Et elle pleura. Surpris, il la regardait dans les cheveux, ne pouvant voir le visage caché sur sa poitrine. Il pensa qu'elle l'aimait encore et déposa sur son chignon un baiser condescendant.
Puis ils rentrèrent sans dire un mot. Il la suivit en sa chambre et passa la nuit avec elle.
Et leurs rapports anciens recommencèrent. Il les accomplissait comme un devoir qui cependant ne lui déplaisait pas; elle les subissait comme une nécessité écoeurante et pénible, avec la résolution de les arrêter pour toujours dès qu'elle se sentirait enceinte de nouveau.

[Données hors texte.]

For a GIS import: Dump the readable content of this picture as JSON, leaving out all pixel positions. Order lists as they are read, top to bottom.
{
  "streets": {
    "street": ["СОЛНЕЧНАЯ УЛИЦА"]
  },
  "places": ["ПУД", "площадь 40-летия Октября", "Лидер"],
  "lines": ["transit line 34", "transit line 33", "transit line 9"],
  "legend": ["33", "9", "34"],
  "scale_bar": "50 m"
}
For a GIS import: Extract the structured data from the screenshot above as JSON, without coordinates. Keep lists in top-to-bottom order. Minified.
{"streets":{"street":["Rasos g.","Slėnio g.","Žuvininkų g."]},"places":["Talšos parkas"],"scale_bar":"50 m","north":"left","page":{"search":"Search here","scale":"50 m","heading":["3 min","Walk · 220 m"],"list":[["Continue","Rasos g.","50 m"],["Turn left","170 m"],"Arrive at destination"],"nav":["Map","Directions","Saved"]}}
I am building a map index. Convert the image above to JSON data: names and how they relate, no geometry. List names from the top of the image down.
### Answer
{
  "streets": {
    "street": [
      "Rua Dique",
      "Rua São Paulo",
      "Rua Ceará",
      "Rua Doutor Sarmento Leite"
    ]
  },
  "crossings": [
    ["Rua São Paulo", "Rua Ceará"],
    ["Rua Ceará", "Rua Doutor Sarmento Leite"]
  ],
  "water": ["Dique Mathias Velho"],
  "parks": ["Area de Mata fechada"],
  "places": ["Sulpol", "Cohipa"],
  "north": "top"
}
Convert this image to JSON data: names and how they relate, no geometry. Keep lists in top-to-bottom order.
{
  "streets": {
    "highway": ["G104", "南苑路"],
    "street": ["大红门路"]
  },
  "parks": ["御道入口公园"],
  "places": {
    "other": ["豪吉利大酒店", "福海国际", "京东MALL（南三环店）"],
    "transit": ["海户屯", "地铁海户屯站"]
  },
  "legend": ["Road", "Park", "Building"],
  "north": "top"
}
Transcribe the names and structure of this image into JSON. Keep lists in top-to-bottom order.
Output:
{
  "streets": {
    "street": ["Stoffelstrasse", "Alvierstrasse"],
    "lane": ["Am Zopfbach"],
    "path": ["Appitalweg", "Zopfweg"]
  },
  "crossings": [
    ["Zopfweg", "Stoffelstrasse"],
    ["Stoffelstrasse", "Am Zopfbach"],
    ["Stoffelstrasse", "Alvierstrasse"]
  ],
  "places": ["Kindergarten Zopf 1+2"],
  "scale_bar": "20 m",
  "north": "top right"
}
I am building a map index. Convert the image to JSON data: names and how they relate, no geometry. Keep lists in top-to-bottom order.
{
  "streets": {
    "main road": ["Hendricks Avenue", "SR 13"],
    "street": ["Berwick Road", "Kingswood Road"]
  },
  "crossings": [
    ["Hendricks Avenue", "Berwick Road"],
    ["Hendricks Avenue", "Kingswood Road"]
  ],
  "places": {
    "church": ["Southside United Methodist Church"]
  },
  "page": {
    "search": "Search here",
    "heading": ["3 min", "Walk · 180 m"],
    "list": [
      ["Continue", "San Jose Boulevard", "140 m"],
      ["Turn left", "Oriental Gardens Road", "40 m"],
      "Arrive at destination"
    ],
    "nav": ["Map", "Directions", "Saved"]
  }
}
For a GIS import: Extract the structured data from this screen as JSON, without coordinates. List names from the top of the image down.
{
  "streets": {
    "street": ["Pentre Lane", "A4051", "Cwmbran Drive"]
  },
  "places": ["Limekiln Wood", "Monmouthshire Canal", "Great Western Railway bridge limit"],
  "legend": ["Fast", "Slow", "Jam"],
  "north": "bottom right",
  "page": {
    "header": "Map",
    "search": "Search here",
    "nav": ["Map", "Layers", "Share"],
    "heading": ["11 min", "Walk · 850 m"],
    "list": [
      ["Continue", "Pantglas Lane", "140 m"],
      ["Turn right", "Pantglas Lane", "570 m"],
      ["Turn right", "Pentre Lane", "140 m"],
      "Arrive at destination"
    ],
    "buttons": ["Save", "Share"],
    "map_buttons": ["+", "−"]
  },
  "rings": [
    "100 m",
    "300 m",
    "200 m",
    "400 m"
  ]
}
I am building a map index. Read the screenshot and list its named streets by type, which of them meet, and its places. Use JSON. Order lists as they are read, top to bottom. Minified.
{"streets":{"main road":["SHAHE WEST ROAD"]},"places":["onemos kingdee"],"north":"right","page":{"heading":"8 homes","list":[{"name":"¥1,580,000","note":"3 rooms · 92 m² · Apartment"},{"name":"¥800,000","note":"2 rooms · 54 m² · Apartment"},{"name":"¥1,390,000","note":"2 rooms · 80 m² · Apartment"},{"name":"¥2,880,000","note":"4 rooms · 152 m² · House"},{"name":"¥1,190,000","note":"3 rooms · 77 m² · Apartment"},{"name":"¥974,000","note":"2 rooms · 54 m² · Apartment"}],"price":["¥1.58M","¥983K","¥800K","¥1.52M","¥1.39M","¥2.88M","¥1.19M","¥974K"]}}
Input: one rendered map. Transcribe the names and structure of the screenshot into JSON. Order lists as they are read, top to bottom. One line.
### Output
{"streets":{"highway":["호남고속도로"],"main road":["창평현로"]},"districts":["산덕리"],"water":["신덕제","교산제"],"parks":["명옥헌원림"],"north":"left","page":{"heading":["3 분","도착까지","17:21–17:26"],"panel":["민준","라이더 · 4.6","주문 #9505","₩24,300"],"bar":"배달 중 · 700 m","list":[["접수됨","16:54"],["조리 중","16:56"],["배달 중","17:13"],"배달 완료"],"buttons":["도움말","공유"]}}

Mais elle remarqua bientôt que les caresses de son mari semblaient différentes de jadis. Elles étaient plus raffinées peut-être, mais moins complètes. Il la traitait comme un amant discret, et non plus comme un époux tranquille.
Elle s'étonna, observa, et s'aperçut bientôt que toutes ses étreintes s'arrêtaient avant qu'elle pût être fécondée.
Alors une nuit, la bouche sur la bouche, elle murmura:
— Pourquoi ne te donnes-tu plus à moi tout entier comme autrefois?
Il se mit à ricaner:
— Parbleu, pour ne pas t'engrosser.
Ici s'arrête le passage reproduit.